Even a small bequest can cause people receiving Supplemental Security Income, or SSI, which provides benefits to disabled children and adults, to lose their income and health care coverage. SSI recipients in most states are automatically covered by Medicaid, the government health care program for the poor.

SSI recipients can lose their eligibility if they have assets over $2,000 for an individual and $3,000 for a couple.

Millions of people are affected by these rules. About 5.6 million currently receive SSI, according to the Social Security Administration, and an additional 2.8 million receive SSI and Social Security.

A way to preserve benefits

Parents or other would-be benefactors need to know about special needs trusts, which can help SSI recipients preserve their benefits, says financial planner John Nadworny, author of “The Special Needs Planning Guide.” The trusts typically are created by a will or other estate-planning document that goes into effect when the parent dies.

A trustee manages the inheritance, which can be used to benefit the SSI recipient. The trust can pay for food and shelter, which reduces SSI income no more than about $260 a month. (The average monthly benefit was $542 in April.) Money paid to others to provide medical care, utilities, education and entertainment does not reduce SSI benefits.

Timing matters

Special needs trusts also can be created while the parent or other benefactor is still alive, but that typically makes sense only for the wealthiest families, says Nadworny, a CFP professional with Shepherd Financial Partners in Winchester, Massachusetts.

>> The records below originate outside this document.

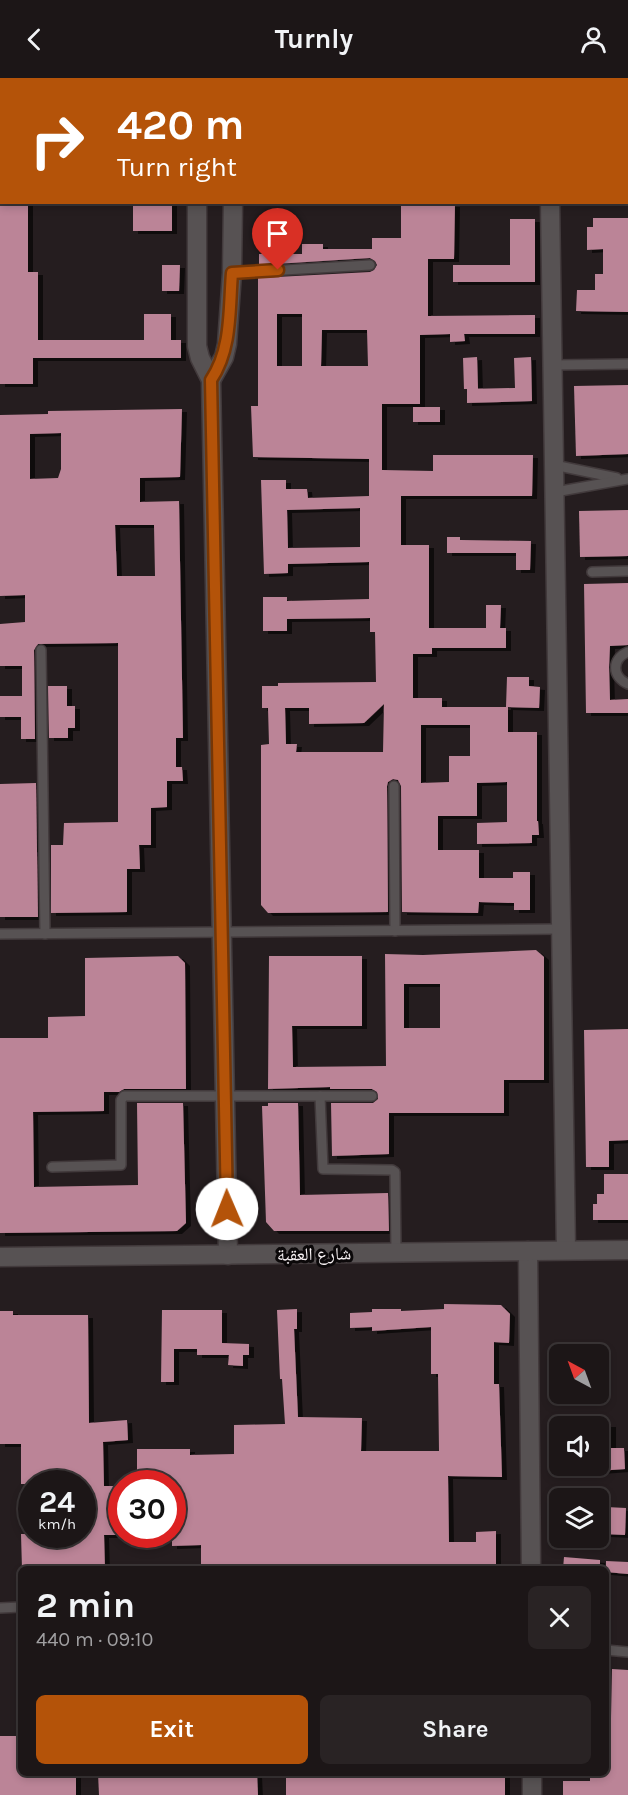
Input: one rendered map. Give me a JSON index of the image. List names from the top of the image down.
{
  "streets": {
    "street": ["شارع العقبة"]
  },
  "north": "top left",
  "page": {
    "header": "Turnly",
    "turn": ["420 m", "Turn right"],
    "speed": "24 km/h",
    "limit": "30",
    "heading": ["2 min", "440 m · 09:10"],
    "buttons": ["Exit", "Share"]
  }
}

People who have estates worth more than $5 million may want to put money into a special needs trust to shelter it from estate taxes, but the gift is irrevocable — which means it can’t be reversed — and assets in the trust quickly incur high marginal tax rates, Nadworny says.

Most parents are better off holding on to their assets and bequeathing them to disabled offspring with a special needs trust created at their death, he says.

ABLE accounts under development

New tax-free accounts for the disabled, approved in late 2014 by Congress, won’t erase the importance of special needs trusts, advisers and estate planners say. The Achieving a Better Life Experience (ABLE) Act accounts will allow families to set aside $14,000 a year for children and other beneficiaries who are disabled before age 26. SSI and Medicaid recipients will be allowed to have up to a $100,000 ABLE account without affecting their eligibility for these benefits.

The accounts aren’t yet available, although most states have started the process to offer them through their 529 college savings plan administrators. Even when the accounts are up and running, though, parents of the disabled will still need to consider special needs trusts for inheritances, Nadworny says.

“It’s really comparing apples and oranges,” Nadworny says. “One is for saving, the other is for estate planning.”